Un passage secret, connu seulement des hôtes de Coarasse, et dont ni la señorita ni Gaëtano ne soupçonnaient l’existence, mettait en communication l’appartement du roi et celui de Fosseuse, situé à l’étage inférieur.
Le roi descendit donc chez mademoiselle de Montmorency, avant d’appeler ses gens pour se faire vêtir de son costume de chasse.

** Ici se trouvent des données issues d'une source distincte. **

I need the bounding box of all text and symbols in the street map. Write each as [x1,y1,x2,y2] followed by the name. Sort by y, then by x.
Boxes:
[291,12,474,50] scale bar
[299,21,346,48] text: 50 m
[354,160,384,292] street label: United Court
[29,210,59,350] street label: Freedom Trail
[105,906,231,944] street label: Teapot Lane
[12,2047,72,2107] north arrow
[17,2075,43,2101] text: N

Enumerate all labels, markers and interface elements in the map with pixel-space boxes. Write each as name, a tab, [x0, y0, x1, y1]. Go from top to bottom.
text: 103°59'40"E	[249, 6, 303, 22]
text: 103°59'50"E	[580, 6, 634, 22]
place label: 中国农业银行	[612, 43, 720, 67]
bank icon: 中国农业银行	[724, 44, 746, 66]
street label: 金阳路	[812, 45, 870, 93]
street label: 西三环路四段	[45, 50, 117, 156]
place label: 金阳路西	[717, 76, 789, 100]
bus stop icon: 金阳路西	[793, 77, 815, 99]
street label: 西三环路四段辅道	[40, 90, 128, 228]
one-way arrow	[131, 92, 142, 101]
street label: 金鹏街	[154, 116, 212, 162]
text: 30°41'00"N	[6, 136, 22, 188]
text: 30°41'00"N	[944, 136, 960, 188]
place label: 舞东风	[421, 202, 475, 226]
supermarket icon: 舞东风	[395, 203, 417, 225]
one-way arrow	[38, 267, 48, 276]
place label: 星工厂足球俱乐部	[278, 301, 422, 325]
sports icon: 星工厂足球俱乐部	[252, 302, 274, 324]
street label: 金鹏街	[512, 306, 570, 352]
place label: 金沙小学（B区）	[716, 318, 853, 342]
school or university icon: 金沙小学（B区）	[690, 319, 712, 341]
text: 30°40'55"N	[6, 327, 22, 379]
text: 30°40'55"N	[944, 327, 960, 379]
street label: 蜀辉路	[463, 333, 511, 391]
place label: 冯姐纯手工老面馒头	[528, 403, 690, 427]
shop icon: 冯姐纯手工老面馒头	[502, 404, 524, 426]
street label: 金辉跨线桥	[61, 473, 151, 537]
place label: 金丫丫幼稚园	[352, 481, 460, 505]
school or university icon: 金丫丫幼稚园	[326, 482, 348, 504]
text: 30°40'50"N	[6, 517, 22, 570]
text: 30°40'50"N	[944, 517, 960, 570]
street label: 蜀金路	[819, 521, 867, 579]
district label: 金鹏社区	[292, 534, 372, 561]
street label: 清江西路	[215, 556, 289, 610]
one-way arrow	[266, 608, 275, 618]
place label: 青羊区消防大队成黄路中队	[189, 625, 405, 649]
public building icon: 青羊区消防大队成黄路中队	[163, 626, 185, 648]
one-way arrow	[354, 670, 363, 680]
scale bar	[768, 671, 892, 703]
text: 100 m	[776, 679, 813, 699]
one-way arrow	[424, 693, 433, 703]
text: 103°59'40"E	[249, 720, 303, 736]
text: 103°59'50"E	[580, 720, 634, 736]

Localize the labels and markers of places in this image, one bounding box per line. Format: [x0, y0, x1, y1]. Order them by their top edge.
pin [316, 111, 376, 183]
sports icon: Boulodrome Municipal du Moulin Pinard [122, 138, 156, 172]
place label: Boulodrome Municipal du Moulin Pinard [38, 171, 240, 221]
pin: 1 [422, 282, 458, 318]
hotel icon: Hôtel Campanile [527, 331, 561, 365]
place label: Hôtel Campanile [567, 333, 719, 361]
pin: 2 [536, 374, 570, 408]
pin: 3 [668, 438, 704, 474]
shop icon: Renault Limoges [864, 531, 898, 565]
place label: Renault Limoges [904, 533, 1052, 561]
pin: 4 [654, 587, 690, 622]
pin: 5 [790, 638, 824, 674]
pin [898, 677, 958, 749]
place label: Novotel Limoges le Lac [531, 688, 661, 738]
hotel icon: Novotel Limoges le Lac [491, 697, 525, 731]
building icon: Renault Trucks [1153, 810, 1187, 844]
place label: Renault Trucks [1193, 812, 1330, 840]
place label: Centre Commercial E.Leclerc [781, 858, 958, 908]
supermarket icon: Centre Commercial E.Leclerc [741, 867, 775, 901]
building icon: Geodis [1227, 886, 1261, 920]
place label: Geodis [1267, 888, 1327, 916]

— Eh bien ! dit-il à Fosseuse, savez-vous le mot ?
— Quel mot, sire ?
— Le mot de l’énigme, ventre-saint-gris !
— Ma foi ! non, sire.
— Ni moi, dit le Béarnais. Jusqu’à présent, je n’y vois goutte dans cette conspiration.
— Peut-être n’y avait-il pas de conspiration du tout.
— Allons donc ! je sais qu’il y en a une.
Fosseuse avait un visage parfaitement indifférent.
— C’est possible, dit-elle, mais en ce cas, le seigneur Gaëtano est fort habile ; car jusqu’à présent il se renferme avec moi dans les bornes d’une prudence extrême. J’ai beau paraître toute prête à me livrer, à vous trahir, il fait la sourde oreille.
— Savez-vous, ma mie, que la señorita m’a demandé une énormité, hier soir ?
— Serait-ce ma tête ?
— Non, mais votre exil.
Fosseuse se prit à rire :
— Ne suis-je point exilée, ici ? dit-elle.
Le roi fit la moue.
— Vous n’êtes pas aimable ! murmura-t-il.
— Dame ! écoutez donc, vous ne m’aimez plus…
— Oh ! l’affreux mensonge !
— Pour la señorita et l’ambassadeur, du moins.
— Ah ! très bien, je comprends.
— Or, si vous ne m’aimez plus, croyez-vous que Coarasse ne soit pas un plus vilain séjour que Paris, où le roi Henri III me recevrait parfaitement, que Montmorency, où mon oncle me doit l’hospitalité ?
— Je suis de votre avis.
— Voulez-vous que je vous donne le mot de la conspiration ?
— Vous le savez donc ?
— Je viens de le deviner.
— Oh ! oh ! voyons cela ?
— La señorita est peut-être la sœur de Gaëtano… ou sa cousine… ou…
— Passons, dit le roi.
— Et l’ambassadeur ne serait point fâché d’avoir la preuve que je vous trahis, ensuite, celle que vous aimez, la señorita.
— Très bien.
— En sorte que moi exilée, – n’est-ce pas ce que vous demandait la petite marquise andalouse ?…
— Sans doute.
— Moi, exilée, reprit Fosseuse, la señorita régnerait sans partage et gouvernerait le royaume de Navarre.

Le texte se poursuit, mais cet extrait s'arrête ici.